Of all the lines in the records below, copy only those that contain the string "lane".
________
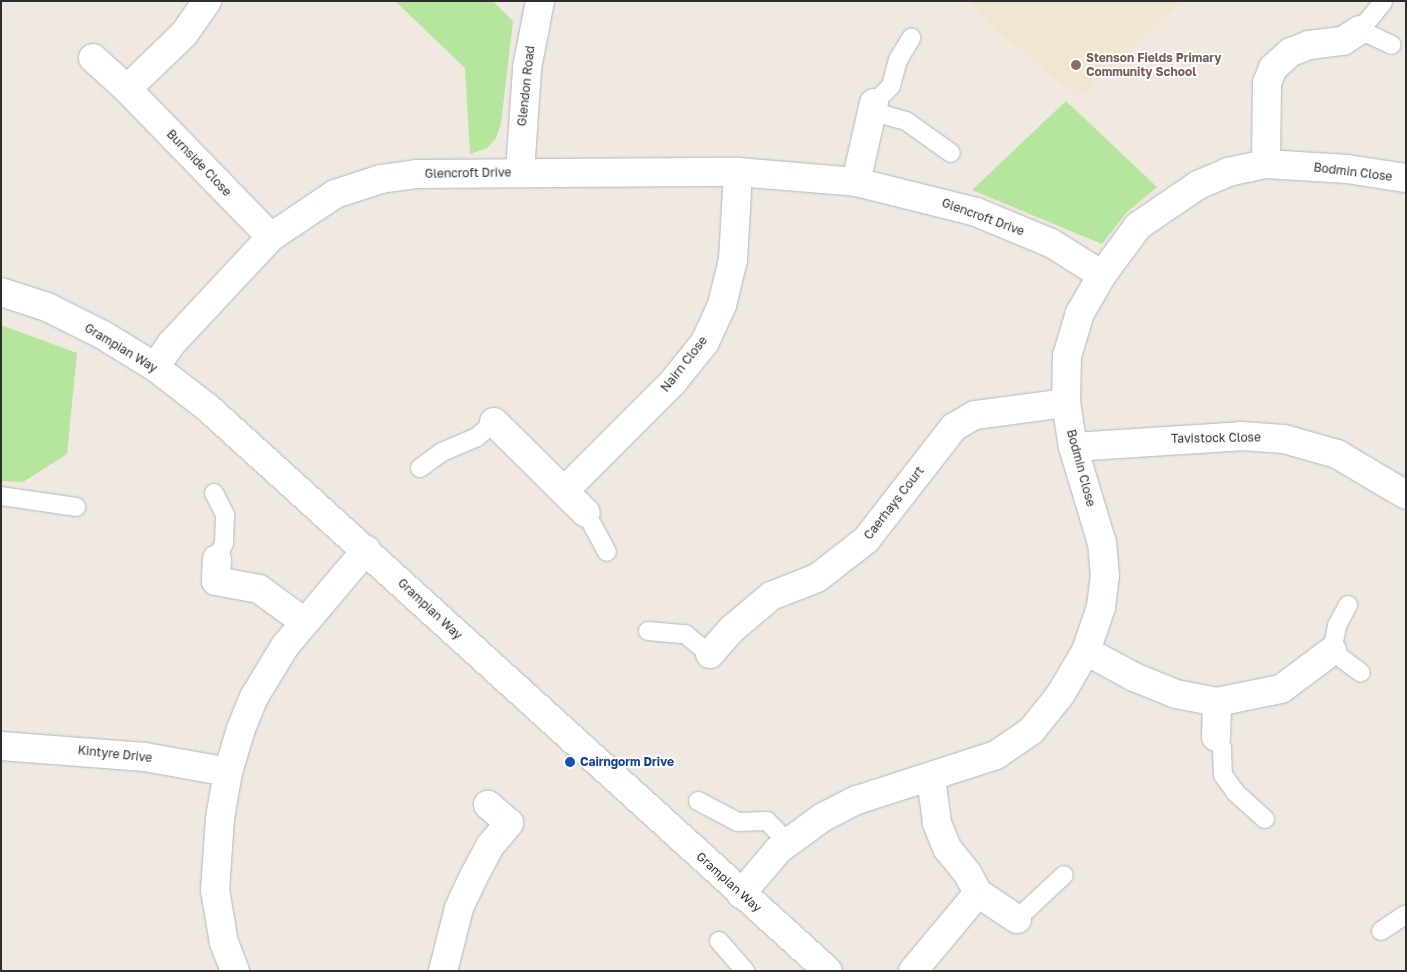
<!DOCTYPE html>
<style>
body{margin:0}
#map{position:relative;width:1407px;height:972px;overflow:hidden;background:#efe9e1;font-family:"Golos Text",sans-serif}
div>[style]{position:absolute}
.education>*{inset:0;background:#f0e6d1}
.green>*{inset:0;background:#b6e59e}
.roads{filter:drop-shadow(0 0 1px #b4b7c1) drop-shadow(0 0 1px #b4b7c1)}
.lane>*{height:18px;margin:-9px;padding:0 9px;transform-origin:9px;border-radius:9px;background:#fff}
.street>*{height:28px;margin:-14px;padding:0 14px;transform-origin:14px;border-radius:14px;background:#fff}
.secondary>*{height:28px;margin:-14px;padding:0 14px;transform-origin:14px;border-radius:14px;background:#fff}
.dots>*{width:14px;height:14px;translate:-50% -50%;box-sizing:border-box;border:2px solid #fff;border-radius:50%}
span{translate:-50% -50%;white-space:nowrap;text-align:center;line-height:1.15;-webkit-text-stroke:4px #fff;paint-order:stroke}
.education-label{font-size:12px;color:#785e54;font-weight:700}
.left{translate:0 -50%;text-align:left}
.street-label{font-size:12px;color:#2e2e2e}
.transit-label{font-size:12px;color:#164399;font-weight:700}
.frame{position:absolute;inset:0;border:2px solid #2e2e2e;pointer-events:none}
</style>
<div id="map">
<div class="education">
<i style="clip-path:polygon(968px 1px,1183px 1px,1078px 98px,999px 32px)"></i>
</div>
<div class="green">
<i style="clip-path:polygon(395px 1px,493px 1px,513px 21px,501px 123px,496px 138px,487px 148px,470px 154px,465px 68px)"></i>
<i style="clip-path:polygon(1066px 101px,1157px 187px,1126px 213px,1102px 244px,972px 190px)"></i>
<i style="clip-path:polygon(1px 325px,77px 353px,67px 454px,23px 482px,1px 481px)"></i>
</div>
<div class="roads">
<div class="lane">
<i style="left:1383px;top:2px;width:36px;rotate:129deg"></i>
<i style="left:1360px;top:30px;width:35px;rotate:25deg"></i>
<i style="left:874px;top:103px;width:24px;rotate:-45deg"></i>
<i style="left:891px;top:86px;width:27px;rotate:-75deg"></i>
<i style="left:898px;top:60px;width:26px;rotate:-59deg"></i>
<i style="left:871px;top:111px;width:36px;rotate:16deg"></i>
<i style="left:906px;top:121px;width:55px;rotate:35.4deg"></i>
<i style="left:420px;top:468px;width:27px;rotate:-36deg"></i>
<i style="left:442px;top:452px;width:38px;rotate:-23deg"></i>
<i style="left:477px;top:437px;width:23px;rotate:-41deg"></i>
<i style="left:214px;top:493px;width:25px;rotate:63deg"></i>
<i style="left:225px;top:515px;width:28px;rotate:92deg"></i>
<i style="left:224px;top:543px;width:17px;rotate:114deg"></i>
<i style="left:1px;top:496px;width:76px;rotate:8.3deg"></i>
<i style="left:586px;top:513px;width:44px;rotate:61.7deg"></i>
<i style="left:1348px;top:605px;width:24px;rotate:118deg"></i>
<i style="left:1337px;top:626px;width:25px;rotate:101deg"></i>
<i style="left:1332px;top:651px;width:36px;rotate:37deg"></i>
<i style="left:648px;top:631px;width:37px;rotate:5deg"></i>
<i style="left:685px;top:634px;width:32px;rotate:39deg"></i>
<i style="left:1216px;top:737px;width:13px;rotate:61deg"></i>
<i style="left:1222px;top:748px;width:27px;rotate:88deg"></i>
<i style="left:1223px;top:775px;width:22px;rotate:54deg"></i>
<i style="left:1236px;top:793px;width:39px;rotate:42deg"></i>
<i style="left:698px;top:801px;width:45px;rotate:27.7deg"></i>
<i style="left:738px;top:822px;width:29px;rotate:-2deg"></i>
<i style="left:767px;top:821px;width:29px;rotate:46deg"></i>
<i style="left:1017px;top:919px;width:64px;rotate:-43.1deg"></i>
<i style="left:1381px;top:931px;width:30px;rotate:-34deg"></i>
<i style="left:719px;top:941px;width:40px;rotate:49deg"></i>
</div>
<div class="street">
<i style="left:93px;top:58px;width:46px;rotate:42.4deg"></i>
<i style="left:127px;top:89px;width:206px;rotate:45.8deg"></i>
<i style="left:127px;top:89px;width:79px;rotate:-44deg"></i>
<i style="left:184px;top:34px;width:40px;rotate:-55.1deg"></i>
<i style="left:1266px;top:164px;width:81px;rotate:-89.3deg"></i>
<i style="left:1267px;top:83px;width:16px;rotate:-68deg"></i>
<i style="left:1273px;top:68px;width:24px;rotate:-42deg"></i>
<i style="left:1291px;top:52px;width:19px;rotate:-21deg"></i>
<i style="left:1309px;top:45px;width:34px;rotate:-7deg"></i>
<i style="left:1343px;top:41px;width:20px;rotate:-33deg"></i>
<i style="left:520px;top:172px;width:104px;rotate:-86.1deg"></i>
<i style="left:527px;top:68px;width:68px;rotate:-79deg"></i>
<i style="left:856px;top:182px;width:81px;rotate:-77.2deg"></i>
<i style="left:155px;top:367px;width:29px;rotate:-55deg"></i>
<i style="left:172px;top:343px;width:145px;rotate:-47deg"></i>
<i style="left:271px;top:237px;width:77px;rotate:-33.9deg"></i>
<i style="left:335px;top:194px;width:48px;rotate:-18.1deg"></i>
<i style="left:381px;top:179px;width:36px;rotate:-8deg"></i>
<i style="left:417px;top:174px;width:321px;rotate:-0.4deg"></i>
<i style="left:738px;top:172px;width:118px;rotate:4.8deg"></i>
<i style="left:856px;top:182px;width:124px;rotate:14deg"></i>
<i style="left:976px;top:212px;width:81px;rotate:22.5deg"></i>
<i style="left:1051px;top:243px;width:60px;rotate:32.1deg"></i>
<i style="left:494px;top:422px;width:129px;rotate:44.7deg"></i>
<i style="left:1073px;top:447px;width:168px;rotate:-3.7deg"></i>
<i style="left:1241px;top:436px;width:43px;rotate:4deg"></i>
<i style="left:1284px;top:439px;width:55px;rotate:15.8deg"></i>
<i style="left:1337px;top:454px;width:80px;rotate:30.7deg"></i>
<i style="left:564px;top:491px;width:154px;rotate:-45deg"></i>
<i style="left:673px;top:382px;width:51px;rotate:-51.3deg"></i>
<i style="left:705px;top:342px;width:41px;rotate:-65.3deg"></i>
<i style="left:722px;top:305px;width:46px;rotate:-76.3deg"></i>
<i style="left:733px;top:260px;width:88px;rotate:-86.7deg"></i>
<i style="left:217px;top:559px;width:22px;rotate:93deg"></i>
<i style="left:216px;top:581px;width:44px;rotate:10.5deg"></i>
<i style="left:259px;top:589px;width:54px;rotate:36deg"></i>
<i style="left:1086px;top:651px;width:55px;rotate:28.4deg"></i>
<i style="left:1134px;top:677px;width:45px;rotate:22deg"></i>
<i style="left:1176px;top:694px;width:42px;rotate:11deg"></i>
<i style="left:1217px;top:702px;width:65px;rotate:-11.5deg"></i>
<i style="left:1281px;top:689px;width:64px;rotate:-36.7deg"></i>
<i style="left:710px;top:654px;width:33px;rotate:-49deg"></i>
<i style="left:732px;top:629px;width:51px;rotate:-40.2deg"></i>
<i style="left:771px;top:596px;width:49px;rotate:-21.4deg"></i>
<i style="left:817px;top:578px;width:62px;rotate:-37.8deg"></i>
<i style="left:866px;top:540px;width:143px;rotate:-52.1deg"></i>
<i style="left:954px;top:427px;width:24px;rotate:-30deg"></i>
<i style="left:975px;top:415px;width:92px;rotate:-7.5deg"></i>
<i style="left:1216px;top:737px;width:35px;rotate:-88deg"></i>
<i style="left:1px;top:746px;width:144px;rotate:4.4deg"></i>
<i style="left:145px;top:757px;width:84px;rotate:10.2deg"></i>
<i style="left:978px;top:893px;width:47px;rotate:33.7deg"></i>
<i style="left:741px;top:894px;width:57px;rotate:-49.9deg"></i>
<i style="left:778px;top:850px;width:56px;rotate:-36.3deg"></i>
<i style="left:823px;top:817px;width:38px;rotate:-27deg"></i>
<i style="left:857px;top:800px;width:146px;rotate:-17.9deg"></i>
<i style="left:996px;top:755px;width:42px;rotate:-34.4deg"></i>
<i style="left:1031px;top:731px;width:46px;rotate:-51.1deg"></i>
<i style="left:1060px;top:695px;width:51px;rotate:-59.4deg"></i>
<i style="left:1086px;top:651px;width:46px;rotate:-71.2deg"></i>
<i style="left:1101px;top:607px;width:31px;rotate:-83deg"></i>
<i style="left:1105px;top:576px;width:33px;rotate:-95deg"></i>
<i style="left:1102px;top:543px;width:100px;rotate:-106.8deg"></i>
<i style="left:1073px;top:447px;width:45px;rotate:-99deg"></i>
<i style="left:1066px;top:403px;width:47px;rotate:-88.8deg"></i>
<i style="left:1067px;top:356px;width:45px;rotate:-73.2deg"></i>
<i style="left:1080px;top:313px;width:44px;rotate:-59.9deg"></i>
<i style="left:1102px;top:275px;width:61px;rotate:-53.7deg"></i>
<i style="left:1138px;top:226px;width:73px;rotate:-34.3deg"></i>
<i style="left:1198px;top:185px;width:33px;rotate:-23deg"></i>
<i style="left:1228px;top:172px;width:39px;rotate:-12deg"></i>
<i style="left:1266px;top:164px;width:81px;rotate:3.5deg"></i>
<i style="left:1347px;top:169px;width:60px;rotate:8.7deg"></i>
<i style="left:235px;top:971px;width:30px;rotate:-111deg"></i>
<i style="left:224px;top:943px;width:54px;rotate:-99.6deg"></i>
<i style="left:215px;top:890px;width:72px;rotate:-86deg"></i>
<i style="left:220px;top:818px;width:47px;rotate:-80.1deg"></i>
<i style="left:228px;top:772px;width:45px;rotate:-73.2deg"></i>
<i style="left:241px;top:729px;width:35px;rotate:-68deg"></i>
<i style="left:254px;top:697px;width:60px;rotate:-58.7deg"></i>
<i style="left:285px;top:646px;width:126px;rotate:-49.8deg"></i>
<i style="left:443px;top:971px;width:65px;rotate:-75.7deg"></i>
<i style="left:459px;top:908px;width:35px;rotate:-65deg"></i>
<i style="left:474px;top:876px;width:34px;rotate:-62deg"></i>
<i style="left:490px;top:846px;width:30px;rotate:-50deg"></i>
<i style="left:509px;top:823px;width:28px;rotate:-139deg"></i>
<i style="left:913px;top:971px;width:102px;rotate:-50.2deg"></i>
<i style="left:978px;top:893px;width:21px;rotate:-118deg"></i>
<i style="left:968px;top:874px;width:33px;rotate:-129deg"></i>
<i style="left:947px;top:848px;width:27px;rotate:-112deg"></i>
<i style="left:937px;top:823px;width:45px;rotate:-97.6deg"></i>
</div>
<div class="secondary">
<i style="left:1px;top:292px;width:48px;rotate:18.1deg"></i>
<i style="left:47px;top:307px;width:63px;rotate:26.6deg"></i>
<i style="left:103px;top:335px;width:61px;rotate:31.6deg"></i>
<i style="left:155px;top:367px;width:67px;rotate:37.7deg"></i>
<i style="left:208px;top:408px;width:837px;rotate:42.24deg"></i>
</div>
</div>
<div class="dots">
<i style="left:1076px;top:65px;background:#8d6e63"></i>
<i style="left:570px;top:762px;background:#1a4fb4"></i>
</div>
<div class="education-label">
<span class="left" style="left:1086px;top:65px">Stenson Fields Primary<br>Community School</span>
</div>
<div class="street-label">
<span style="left:526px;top:86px;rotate:-84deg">Glendon Road</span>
<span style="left:199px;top:163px;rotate:46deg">Burnside Close</span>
<span style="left:1353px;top:172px;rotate:7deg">Bodmin Close</span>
<span style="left:468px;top:173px;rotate:-1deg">Glencroft Drive</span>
<span style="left:983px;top:217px;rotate:20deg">Glencroft Drive</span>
<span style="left:121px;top:348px;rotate:31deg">Grampian Way</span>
<span style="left:684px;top:364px;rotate:-52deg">Nairn Close</span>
<span style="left:1216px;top:438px;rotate:-1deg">Tavistock Close</span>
<span style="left:1081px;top:468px;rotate:75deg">Bodmin Close</span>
<span style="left:894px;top:503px;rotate:-52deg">Caerhays Court</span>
<span style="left:430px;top:609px;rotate:43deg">Grampian Way</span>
<span style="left:115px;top:754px;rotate:6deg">Kintyre Drive</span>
<span style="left:729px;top:882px;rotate:42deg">Grampian Way</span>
</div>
<div class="transit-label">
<span class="left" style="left:580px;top:762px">Cairngorm Drive</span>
</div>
<div class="frame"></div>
</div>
________
# Result below
.lane>*{height:18px;margin:-9px;padding:0 9px;transform-origin:9px;border-radius:9px;background:#fff}
<div class="lane">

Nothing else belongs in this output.